● Extracted records:
[Start of section]
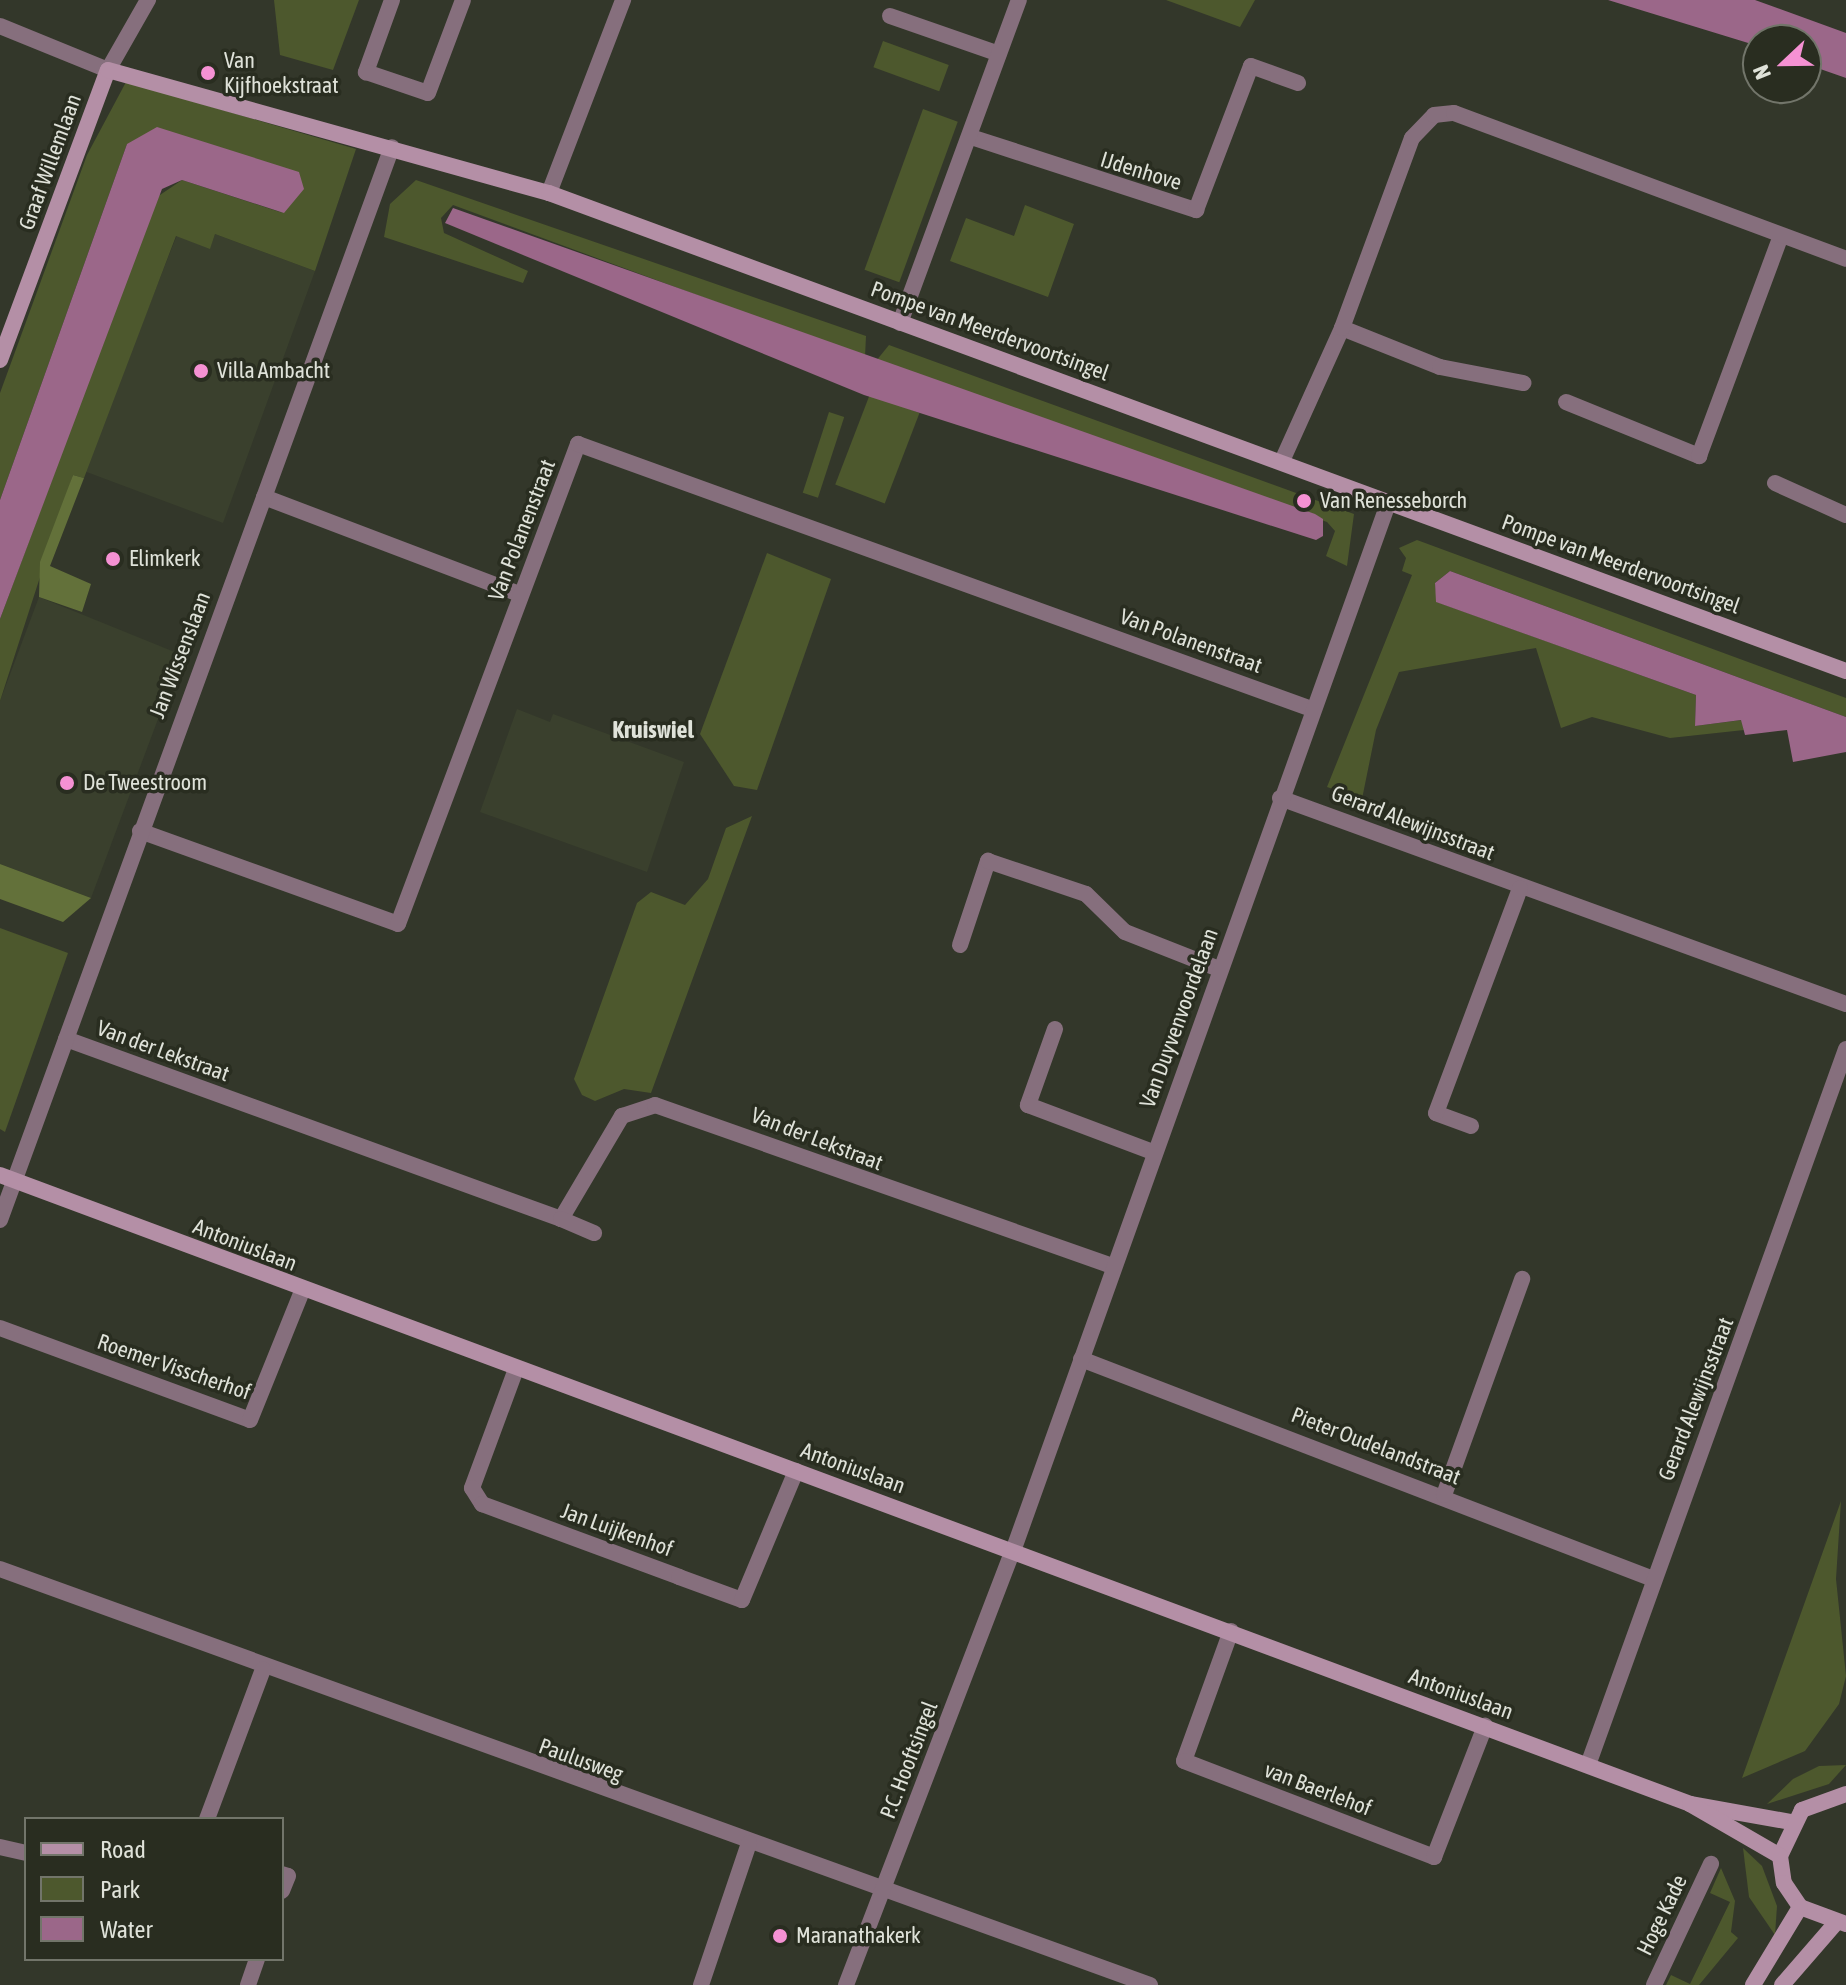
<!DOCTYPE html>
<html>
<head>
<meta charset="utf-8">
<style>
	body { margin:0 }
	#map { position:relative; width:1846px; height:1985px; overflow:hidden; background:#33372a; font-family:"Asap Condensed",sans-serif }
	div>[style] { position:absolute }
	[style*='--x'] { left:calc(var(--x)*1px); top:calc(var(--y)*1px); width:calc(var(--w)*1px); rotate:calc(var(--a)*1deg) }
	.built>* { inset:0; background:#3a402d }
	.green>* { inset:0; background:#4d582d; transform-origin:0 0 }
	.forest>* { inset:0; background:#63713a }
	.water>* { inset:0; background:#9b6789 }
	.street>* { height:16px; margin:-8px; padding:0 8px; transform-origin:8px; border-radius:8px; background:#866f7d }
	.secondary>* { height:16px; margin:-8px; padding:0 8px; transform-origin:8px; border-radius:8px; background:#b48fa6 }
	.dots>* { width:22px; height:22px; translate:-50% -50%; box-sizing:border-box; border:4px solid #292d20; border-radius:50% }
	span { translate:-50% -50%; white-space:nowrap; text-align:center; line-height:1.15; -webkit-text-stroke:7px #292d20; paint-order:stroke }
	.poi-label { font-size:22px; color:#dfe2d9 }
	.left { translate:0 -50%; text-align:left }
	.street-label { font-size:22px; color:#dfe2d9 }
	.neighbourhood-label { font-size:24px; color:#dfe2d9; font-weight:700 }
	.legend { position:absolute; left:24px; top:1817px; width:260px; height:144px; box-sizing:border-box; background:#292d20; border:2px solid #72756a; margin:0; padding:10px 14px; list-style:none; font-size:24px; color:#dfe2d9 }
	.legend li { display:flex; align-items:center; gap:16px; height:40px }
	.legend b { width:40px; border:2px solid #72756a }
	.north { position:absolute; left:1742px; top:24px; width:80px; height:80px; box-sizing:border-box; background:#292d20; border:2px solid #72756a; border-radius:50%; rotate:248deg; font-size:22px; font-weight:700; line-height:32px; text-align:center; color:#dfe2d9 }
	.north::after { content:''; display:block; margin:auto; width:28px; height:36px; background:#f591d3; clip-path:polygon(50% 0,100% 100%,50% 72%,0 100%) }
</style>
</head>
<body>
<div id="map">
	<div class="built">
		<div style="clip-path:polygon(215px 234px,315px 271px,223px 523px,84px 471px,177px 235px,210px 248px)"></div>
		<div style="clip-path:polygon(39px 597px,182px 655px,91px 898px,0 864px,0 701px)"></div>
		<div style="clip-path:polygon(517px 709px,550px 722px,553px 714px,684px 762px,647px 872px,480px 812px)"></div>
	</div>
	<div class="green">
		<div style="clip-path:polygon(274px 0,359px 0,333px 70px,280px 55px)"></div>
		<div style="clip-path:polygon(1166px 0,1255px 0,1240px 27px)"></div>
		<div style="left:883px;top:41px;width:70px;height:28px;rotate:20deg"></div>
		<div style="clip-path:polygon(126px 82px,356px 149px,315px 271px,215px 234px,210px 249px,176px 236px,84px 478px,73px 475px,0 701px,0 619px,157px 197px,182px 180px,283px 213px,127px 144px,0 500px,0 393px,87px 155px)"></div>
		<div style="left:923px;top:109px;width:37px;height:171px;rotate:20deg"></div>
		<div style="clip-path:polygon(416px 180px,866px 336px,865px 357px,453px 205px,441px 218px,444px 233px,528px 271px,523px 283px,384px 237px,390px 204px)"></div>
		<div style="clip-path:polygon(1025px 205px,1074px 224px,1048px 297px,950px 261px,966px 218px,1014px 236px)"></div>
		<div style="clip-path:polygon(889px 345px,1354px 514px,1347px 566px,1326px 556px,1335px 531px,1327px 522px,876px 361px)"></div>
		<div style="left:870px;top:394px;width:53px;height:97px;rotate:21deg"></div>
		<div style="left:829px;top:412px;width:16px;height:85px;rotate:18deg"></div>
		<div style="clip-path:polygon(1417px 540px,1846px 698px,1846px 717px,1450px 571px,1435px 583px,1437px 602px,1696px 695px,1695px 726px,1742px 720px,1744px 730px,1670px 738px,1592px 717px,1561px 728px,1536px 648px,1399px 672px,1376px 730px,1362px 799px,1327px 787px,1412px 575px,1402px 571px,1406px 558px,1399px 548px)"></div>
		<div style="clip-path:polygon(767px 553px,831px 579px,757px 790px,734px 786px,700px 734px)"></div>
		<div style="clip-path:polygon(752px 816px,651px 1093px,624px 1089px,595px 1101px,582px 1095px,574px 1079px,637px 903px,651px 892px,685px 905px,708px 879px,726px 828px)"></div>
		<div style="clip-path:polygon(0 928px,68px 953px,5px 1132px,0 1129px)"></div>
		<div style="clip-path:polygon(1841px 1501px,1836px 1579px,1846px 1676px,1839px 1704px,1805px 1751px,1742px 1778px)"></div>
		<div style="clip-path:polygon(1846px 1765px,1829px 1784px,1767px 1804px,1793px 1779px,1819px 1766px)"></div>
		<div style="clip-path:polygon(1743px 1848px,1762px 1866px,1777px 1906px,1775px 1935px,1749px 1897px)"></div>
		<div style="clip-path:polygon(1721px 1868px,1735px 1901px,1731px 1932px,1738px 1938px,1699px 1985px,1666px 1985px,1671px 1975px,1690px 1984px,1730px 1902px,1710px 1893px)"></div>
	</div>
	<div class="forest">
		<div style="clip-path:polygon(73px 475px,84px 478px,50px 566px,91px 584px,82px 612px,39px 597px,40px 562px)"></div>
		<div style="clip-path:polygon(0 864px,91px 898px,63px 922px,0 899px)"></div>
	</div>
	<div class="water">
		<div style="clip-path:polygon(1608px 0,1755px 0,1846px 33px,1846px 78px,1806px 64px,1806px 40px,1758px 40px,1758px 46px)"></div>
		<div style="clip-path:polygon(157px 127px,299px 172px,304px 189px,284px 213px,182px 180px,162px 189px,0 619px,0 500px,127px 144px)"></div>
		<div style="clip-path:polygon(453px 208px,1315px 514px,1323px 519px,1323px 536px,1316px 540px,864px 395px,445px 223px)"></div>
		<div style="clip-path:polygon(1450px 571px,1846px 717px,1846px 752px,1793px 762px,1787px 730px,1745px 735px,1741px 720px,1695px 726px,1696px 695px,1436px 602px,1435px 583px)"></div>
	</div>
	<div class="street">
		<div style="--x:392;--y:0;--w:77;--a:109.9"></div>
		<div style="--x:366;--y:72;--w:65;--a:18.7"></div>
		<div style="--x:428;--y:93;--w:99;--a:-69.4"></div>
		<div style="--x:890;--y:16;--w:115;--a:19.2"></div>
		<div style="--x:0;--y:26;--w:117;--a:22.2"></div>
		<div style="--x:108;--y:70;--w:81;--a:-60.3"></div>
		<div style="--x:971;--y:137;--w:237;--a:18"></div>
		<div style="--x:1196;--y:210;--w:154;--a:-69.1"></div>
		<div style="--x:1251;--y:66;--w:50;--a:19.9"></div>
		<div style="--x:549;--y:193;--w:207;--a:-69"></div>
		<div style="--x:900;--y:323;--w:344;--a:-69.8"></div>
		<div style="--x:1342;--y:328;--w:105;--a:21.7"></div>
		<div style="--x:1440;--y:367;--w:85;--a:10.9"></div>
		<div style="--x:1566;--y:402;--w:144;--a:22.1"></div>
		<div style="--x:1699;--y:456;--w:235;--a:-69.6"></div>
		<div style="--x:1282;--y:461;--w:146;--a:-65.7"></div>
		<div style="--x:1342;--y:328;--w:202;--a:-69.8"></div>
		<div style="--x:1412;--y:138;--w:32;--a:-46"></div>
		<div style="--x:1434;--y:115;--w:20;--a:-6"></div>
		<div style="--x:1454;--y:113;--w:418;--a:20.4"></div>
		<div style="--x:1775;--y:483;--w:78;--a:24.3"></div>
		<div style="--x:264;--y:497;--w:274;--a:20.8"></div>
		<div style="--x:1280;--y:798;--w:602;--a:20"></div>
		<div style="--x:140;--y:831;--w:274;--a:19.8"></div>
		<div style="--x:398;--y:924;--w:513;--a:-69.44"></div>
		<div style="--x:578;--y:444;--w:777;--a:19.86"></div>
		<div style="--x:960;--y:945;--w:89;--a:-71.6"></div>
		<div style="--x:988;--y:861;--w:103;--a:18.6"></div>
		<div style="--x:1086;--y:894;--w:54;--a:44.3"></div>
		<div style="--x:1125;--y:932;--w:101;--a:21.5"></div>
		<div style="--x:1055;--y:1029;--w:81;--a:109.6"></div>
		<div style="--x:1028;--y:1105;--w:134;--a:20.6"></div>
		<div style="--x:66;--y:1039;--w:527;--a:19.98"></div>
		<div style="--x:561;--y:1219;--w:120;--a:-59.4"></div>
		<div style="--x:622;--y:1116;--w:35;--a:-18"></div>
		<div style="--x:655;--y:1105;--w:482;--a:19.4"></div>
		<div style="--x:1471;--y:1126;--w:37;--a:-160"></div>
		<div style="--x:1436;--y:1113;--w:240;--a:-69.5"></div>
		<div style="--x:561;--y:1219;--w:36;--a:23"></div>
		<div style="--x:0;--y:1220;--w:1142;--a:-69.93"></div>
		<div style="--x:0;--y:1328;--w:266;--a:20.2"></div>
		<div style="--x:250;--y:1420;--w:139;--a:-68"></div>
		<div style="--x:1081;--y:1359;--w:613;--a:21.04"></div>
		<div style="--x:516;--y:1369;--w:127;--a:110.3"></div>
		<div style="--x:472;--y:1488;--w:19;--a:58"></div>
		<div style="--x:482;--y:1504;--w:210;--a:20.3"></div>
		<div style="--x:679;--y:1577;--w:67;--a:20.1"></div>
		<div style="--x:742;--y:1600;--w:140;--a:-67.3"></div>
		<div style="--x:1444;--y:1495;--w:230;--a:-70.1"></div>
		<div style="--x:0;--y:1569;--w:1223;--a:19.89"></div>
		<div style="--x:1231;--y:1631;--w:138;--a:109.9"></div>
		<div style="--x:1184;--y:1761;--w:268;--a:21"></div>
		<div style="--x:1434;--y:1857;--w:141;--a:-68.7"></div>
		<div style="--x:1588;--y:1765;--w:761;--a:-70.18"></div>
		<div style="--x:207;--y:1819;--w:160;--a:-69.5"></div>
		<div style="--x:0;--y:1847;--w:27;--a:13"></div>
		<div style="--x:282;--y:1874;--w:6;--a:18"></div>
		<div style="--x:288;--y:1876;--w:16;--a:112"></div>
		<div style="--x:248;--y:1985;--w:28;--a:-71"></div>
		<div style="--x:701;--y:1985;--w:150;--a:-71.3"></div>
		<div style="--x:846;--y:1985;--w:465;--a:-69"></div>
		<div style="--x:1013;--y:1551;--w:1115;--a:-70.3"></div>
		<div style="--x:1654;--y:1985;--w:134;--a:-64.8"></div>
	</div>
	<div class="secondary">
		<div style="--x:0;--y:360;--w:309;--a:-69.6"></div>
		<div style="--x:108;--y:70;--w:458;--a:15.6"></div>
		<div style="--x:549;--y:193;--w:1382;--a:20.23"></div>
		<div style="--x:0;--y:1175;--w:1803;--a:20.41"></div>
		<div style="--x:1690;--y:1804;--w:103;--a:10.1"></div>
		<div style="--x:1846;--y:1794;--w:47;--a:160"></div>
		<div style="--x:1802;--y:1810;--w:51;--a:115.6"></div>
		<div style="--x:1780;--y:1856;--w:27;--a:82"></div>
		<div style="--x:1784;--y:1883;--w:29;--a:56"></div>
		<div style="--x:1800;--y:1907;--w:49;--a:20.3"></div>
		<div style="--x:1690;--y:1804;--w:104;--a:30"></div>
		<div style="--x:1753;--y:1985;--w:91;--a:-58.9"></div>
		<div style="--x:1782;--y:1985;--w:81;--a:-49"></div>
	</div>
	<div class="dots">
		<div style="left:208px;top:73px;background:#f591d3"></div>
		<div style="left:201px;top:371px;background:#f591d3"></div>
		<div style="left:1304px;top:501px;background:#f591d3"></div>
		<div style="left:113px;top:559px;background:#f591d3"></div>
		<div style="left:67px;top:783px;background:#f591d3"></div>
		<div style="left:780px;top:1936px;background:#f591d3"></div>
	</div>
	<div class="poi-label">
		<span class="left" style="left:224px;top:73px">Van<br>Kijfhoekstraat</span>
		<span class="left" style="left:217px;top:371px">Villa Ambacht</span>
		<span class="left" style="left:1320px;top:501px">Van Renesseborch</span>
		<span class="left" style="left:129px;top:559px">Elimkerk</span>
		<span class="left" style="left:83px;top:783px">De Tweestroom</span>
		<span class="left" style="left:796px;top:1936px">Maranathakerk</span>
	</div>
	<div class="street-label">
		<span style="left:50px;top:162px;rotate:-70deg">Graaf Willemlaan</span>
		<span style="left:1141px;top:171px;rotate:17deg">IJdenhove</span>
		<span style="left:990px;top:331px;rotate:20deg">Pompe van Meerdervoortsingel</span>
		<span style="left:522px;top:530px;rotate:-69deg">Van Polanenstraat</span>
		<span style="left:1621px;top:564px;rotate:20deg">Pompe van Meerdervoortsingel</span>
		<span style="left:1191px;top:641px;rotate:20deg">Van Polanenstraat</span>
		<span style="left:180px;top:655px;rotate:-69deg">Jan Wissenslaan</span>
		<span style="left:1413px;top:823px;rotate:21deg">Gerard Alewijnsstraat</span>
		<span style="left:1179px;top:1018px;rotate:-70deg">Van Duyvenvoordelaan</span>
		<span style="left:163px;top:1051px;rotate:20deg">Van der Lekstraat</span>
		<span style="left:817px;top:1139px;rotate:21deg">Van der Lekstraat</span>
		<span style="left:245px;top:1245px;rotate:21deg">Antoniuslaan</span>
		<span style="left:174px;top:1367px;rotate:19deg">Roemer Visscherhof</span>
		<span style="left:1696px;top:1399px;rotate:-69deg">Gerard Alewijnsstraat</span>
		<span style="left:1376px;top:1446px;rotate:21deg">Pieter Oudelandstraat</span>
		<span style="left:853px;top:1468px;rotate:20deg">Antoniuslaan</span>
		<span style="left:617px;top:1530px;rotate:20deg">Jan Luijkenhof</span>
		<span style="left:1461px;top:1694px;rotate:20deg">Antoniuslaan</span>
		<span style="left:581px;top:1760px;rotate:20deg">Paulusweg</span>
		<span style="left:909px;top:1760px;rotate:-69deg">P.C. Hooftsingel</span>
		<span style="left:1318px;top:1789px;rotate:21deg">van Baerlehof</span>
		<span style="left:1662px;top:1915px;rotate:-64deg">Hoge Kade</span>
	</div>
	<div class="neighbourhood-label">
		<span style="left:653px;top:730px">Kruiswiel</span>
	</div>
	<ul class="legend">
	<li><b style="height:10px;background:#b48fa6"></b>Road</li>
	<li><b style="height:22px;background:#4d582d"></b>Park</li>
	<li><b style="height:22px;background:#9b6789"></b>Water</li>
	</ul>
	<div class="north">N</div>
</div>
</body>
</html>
[End of section]
Copy each line of the preceding material that contains "green".

● Response area:
	.green>* { inset:0; background:#4d582d; transform-origin:0 0 }
	<div class="green">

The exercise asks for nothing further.